**Stored items**:
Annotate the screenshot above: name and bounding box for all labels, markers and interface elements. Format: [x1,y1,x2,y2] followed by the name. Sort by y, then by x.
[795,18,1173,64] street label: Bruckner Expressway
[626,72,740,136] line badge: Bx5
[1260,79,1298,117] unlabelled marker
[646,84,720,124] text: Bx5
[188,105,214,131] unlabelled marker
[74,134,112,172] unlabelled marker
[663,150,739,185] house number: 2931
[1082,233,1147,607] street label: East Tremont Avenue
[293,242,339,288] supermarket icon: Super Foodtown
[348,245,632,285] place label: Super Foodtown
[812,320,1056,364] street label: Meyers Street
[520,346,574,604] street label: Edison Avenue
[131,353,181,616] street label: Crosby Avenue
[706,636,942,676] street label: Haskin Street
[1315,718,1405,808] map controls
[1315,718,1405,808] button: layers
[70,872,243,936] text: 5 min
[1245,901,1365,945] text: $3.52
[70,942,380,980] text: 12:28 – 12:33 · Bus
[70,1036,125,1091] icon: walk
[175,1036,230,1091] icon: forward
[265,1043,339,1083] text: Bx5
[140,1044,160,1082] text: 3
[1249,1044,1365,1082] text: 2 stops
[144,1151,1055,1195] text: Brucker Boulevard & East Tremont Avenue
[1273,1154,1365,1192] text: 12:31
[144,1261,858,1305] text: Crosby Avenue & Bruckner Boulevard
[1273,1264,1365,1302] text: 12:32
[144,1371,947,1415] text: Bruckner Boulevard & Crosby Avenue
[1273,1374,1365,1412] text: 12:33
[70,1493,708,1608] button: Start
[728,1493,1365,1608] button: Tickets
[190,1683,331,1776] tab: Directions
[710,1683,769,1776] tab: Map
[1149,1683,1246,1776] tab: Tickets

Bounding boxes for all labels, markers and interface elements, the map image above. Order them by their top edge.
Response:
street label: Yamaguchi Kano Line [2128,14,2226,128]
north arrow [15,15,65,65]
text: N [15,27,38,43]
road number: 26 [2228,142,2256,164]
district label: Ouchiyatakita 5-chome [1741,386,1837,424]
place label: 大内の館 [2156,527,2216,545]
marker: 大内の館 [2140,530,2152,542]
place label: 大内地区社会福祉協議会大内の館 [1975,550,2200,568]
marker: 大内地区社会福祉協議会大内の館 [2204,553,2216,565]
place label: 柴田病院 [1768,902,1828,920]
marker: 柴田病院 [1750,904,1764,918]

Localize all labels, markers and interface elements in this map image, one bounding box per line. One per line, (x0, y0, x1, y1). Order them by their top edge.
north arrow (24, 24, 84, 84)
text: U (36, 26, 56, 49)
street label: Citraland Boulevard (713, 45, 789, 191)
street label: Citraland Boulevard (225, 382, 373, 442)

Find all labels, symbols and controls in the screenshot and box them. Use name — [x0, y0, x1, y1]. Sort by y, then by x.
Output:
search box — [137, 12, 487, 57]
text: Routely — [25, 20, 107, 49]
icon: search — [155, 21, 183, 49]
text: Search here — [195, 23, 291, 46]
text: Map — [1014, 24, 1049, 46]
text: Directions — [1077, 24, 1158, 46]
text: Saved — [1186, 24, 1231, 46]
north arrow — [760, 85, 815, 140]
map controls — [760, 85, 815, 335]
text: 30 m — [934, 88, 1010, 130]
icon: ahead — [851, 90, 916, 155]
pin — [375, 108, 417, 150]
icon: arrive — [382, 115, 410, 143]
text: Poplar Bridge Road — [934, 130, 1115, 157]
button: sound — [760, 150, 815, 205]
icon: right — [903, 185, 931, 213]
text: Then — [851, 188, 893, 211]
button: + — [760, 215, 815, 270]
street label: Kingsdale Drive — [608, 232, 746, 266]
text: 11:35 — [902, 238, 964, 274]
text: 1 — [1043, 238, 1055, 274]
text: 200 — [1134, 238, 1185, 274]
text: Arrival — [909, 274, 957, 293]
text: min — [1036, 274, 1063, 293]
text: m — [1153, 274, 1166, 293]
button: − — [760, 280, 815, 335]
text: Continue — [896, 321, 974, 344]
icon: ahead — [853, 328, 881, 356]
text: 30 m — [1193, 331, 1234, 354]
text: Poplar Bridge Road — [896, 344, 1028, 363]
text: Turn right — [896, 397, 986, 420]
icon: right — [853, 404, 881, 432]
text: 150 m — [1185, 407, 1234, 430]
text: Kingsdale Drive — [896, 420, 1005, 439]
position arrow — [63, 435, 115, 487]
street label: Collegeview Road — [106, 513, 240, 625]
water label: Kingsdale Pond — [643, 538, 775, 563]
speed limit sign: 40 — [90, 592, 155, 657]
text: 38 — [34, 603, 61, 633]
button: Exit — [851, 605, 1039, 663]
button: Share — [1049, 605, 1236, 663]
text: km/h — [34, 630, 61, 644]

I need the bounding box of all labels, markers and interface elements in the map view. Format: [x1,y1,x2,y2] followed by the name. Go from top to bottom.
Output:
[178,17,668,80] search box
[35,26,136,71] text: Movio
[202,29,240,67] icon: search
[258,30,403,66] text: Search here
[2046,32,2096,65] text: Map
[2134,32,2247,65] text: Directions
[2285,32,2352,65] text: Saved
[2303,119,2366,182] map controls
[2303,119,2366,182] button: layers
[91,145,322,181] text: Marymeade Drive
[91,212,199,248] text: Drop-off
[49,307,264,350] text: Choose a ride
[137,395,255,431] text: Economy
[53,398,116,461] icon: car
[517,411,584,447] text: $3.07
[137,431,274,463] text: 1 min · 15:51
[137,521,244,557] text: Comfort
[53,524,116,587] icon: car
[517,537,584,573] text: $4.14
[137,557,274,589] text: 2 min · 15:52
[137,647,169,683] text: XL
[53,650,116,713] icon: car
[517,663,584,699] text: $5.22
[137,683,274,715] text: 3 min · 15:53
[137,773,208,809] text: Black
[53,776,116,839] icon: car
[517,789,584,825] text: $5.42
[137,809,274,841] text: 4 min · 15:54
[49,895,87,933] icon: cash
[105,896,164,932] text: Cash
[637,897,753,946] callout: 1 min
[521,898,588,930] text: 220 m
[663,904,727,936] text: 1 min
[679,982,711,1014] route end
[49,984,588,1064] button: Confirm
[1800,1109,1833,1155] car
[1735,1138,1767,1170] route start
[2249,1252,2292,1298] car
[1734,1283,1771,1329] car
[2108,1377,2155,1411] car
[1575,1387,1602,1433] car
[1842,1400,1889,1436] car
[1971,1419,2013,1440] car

**TASK TO COMPLETE**: How many lines of the data contain the word "interface"? Answer with the number alone.

**WORKED SOLUTION**: 4